Ma'at, the principle of divine order from Egyptian mythology, is the mythological example I came up with.
Superb choice! XAOS from Greek mythology could be another potential example of such.

(Soon afterwards I discovered the Immortals Handbook and so these ideas never went anywhere.)
I think we're all familiar with that. :)

So, in your terminology, a "Reality" is bigger than a "cosmos" is bigger than a plane?

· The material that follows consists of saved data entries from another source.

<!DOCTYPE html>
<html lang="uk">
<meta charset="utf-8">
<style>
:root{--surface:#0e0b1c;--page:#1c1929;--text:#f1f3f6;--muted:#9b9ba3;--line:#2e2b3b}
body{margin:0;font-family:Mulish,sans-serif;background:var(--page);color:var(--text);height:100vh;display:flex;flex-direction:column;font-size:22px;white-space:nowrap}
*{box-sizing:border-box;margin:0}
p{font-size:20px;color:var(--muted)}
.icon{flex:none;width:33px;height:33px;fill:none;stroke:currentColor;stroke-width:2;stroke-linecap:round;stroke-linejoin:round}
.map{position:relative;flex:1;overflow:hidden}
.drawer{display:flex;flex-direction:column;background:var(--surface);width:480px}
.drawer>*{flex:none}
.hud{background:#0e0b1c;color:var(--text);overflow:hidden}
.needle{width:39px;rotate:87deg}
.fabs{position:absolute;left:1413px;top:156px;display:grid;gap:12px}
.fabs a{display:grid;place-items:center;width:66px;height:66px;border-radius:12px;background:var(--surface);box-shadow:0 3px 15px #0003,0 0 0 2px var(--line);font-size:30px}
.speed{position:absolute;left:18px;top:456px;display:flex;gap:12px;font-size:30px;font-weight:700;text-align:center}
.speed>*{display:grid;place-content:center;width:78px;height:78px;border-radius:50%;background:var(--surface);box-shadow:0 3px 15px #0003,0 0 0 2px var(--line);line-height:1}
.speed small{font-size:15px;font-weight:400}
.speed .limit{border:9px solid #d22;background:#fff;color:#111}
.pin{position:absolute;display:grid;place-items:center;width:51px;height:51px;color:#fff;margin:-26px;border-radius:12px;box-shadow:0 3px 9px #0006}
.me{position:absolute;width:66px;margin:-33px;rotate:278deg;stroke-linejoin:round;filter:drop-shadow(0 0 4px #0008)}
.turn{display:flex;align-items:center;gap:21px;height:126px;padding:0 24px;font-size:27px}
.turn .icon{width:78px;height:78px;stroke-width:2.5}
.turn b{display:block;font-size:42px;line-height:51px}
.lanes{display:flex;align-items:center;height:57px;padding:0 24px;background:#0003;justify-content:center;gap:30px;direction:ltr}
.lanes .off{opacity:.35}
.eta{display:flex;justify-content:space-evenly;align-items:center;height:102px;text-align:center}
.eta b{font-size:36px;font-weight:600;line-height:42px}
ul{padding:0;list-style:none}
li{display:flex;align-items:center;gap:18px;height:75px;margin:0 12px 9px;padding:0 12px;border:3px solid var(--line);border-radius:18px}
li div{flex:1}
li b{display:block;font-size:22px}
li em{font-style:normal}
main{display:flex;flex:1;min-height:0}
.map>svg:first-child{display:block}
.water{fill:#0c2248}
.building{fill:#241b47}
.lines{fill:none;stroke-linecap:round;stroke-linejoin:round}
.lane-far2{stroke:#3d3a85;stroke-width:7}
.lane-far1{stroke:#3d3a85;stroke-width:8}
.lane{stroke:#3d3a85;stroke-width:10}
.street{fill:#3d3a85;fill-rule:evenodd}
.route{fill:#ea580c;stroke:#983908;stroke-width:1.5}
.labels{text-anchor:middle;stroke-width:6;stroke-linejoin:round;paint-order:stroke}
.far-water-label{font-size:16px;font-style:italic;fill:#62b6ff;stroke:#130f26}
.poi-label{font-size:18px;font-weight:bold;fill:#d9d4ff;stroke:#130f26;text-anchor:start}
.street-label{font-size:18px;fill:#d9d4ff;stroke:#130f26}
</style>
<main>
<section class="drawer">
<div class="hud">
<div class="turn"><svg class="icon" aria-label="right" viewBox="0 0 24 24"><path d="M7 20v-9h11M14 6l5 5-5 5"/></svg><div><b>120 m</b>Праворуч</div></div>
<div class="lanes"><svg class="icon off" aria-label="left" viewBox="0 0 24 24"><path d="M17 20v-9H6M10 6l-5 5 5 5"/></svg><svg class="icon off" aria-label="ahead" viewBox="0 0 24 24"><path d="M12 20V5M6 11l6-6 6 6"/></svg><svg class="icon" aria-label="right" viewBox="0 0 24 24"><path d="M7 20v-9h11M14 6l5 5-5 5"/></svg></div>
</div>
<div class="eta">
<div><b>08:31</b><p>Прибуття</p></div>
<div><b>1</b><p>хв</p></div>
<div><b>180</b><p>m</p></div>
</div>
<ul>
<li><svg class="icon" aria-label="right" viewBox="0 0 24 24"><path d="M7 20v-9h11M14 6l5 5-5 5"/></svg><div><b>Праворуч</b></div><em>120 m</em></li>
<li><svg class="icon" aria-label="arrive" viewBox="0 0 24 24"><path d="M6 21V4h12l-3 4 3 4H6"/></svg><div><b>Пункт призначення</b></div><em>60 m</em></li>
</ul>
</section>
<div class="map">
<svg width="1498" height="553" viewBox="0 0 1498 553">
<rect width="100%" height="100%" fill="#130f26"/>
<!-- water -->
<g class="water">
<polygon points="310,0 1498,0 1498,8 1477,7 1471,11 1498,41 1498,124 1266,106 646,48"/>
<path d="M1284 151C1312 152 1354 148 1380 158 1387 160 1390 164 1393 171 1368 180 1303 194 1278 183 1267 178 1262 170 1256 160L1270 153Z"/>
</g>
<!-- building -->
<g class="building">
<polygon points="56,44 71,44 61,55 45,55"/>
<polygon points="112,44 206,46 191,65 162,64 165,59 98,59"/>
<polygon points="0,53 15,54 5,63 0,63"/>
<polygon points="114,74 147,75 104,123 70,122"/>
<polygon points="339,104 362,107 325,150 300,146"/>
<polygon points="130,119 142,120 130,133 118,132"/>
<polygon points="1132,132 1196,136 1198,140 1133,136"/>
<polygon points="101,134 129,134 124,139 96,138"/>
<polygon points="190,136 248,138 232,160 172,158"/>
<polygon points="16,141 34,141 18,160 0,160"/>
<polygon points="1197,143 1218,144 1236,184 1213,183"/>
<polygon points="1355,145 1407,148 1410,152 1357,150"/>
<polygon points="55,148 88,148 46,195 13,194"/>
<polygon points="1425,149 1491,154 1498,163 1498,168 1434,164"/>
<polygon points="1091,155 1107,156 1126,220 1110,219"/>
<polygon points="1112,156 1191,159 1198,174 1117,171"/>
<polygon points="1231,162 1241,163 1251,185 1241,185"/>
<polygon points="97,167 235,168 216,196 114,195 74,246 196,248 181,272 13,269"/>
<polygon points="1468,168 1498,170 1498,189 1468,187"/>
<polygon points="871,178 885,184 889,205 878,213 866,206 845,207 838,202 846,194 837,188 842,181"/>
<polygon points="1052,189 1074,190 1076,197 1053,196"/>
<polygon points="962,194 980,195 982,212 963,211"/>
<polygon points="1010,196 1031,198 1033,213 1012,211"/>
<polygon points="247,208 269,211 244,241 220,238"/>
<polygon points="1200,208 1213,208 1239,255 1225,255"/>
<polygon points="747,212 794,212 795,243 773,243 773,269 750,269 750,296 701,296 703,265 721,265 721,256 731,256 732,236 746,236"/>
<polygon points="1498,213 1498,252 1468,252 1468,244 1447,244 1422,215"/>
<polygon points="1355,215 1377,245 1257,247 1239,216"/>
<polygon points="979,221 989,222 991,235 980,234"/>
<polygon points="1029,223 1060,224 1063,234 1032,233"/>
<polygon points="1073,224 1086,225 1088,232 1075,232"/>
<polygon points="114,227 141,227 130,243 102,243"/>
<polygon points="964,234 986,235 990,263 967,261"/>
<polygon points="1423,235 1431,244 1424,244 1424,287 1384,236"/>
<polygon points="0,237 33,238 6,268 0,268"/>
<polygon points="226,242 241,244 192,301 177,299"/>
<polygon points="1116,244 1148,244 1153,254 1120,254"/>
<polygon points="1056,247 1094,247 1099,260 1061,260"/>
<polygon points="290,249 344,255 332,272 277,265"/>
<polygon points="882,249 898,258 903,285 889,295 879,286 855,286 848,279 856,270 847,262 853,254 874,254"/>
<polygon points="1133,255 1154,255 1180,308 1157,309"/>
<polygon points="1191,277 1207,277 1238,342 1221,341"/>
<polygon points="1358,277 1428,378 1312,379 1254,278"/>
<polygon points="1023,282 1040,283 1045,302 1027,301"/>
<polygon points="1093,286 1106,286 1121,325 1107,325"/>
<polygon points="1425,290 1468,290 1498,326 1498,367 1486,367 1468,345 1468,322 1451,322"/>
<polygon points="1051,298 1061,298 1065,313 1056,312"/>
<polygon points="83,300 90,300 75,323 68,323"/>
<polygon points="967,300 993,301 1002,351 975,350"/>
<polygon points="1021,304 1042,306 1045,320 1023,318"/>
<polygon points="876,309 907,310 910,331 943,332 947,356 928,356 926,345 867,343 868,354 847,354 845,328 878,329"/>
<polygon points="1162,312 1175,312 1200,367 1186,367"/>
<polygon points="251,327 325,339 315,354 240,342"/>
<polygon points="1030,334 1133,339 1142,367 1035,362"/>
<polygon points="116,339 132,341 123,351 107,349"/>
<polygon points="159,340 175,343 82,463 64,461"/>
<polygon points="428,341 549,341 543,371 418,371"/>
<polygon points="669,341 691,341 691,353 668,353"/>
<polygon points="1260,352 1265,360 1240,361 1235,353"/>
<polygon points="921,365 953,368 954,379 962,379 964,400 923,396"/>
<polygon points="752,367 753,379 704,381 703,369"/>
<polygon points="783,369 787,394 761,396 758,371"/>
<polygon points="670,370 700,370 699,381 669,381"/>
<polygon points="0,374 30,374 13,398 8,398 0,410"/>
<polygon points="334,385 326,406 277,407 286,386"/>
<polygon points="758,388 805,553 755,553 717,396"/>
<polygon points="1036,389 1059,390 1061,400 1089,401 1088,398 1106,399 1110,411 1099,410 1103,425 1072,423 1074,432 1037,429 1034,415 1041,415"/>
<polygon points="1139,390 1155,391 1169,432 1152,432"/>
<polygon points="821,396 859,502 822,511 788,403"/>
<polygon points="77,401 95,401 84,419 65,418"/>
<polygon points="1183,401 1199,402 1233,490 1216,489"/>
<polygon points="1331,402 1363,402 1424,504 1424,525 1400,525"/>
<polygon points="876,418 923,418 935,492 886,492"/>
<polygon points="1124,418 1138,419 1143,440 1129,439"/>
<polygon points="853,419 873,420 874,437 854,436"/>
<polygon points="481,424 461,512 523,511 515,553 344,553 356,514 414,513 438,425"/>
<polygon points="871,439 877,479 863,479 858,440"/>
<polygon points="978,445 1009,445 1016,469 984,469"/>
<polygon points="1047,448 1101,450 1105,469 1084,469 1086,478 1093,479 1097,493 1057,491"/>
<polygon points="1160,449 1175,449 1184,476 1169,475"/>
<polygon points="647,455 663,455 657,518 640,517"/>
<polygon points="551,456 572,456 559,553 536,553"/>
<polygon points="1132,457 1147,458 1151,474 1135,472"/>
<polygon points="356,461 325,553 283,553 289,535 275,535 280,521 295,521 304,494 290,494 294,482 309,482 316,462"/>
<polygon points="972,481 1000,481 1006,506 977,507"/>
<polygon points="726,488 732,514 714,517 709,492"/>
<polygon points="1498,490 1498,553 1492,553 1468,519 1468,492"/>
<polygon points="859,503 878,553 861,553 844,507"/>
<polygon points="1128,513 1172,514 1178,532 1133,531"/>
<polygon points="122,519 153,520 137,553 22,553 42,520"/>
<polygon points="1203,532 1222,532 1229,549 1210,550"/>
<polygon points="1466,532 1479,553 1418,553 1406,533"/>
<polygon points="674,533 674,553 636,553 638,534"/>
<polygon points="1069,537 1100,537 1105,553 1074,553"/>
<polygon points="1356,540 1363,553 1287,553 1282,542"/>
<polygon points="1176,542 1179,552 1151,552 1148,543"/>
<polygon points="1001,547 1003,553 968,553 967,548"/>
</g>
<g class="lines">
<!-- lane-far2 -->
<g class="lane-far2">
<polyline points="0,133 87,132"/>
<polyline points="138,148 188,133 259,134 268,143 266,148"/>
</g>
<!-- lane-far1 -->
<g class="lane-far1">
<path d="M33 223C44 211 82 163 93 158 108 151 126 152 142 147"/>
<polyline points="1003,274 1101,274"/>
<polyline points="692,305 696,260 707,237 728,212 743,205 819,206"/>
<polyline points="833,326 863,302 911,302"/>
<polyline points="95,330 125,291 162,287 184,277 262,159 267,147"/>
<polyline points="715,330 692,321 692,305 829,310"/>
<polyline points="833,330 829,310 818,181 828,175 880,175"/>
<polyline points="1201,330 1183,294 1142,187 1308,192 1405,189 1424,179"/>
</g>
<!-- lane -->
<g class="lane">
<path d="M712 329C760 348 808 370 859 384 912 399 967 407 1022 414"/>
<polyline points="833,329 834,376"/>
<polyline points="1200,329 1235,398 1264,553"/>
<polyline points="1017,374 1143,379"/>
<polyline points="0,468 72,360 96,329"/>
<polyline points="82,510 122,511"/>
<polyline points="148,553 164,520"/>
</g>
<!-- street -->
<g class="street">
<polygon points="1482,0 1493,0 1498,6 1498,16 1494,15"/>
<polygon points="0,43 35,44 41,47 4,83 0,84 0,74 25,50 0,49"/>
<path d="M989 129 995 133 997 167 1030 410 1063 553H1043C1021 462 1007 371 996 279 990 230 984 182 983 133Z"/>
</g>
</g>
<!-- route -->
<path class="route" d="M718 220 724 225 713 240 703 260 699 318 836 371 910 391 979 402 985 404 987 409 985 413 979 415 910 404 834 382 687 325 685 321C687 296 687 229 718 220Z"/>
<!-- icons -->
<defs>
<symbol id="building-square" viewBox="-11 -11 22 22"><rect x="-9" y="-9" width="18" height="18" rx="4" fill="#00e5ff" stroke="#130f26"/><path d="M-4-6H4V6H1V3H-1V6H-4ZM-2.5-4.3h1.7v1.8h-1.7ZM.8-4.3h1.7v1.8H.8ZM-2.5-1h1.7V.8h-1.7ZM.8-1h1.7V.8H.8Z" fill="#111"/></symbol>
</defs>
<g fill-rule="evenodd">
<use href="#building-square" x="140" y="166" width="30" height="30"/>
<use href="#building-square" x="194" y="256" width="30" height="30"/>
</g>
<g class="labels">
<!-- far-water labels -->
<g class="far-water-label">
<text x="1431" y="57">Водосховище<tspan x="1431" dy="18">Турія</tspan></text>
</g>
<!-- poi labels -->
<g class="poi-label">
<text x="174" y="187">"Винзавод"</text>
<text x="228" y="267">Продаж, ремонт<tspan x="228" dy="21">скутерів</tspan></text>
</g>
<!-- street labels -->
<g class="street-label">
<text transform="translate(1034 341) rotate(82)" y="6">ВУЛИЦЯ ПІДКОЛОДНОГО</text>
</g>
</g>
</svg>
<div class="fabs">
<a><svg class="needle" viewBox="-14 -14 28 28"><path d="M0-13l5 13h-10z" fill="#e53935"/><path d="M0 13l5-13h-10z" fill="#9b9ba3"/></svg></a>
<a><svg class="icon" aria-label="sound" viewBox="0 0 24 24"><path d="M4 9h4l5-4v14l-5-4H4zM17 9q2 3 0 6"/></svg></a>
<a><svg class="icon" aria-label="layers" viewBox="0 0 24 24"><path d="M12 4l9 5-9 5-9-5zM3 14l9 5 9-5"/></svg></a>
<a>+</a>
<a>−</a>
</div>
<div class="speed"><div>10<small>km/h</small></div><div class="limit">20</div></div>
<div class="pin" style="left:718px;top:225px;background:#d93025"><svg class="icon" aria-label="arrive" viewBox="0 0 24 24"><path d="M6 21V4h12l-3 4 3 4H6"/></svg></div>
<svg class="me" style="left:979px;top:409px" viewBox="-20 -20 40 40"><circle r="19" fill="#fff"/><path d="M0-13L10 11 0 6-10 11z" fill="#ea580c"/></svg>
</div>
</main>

Pretty much, yes. The idea is, what the PCs consider "real" is what exists in the cosmos and plane and world they were born and grew up in; other cosmoi contain things which are not "real" in that sense but have some sort of "reality" nonetheless. The Far Realm contains not only "other-real" things like that, but also things which belong to no cosmos and are therefore not "real" in any meaningful sense; therefore, DABBATIALDABAOTH (or whatever Demiurge your PCs exist within) contains (as I told my players in explaining all this) "everything that is real, and everything that is not real." For lack of a better word to use to label all of that, the superset of the cosmoi and Far Realm, I dubbed it a "Reality." This idea makes it clear why the opening and final transition to the Eternal Realm was such a big deal, and why the game could legitimately revolve around it for so many years of real time (even long before the players had any inkling of the existence of the Eternal Realm or for that matter the Demiurge).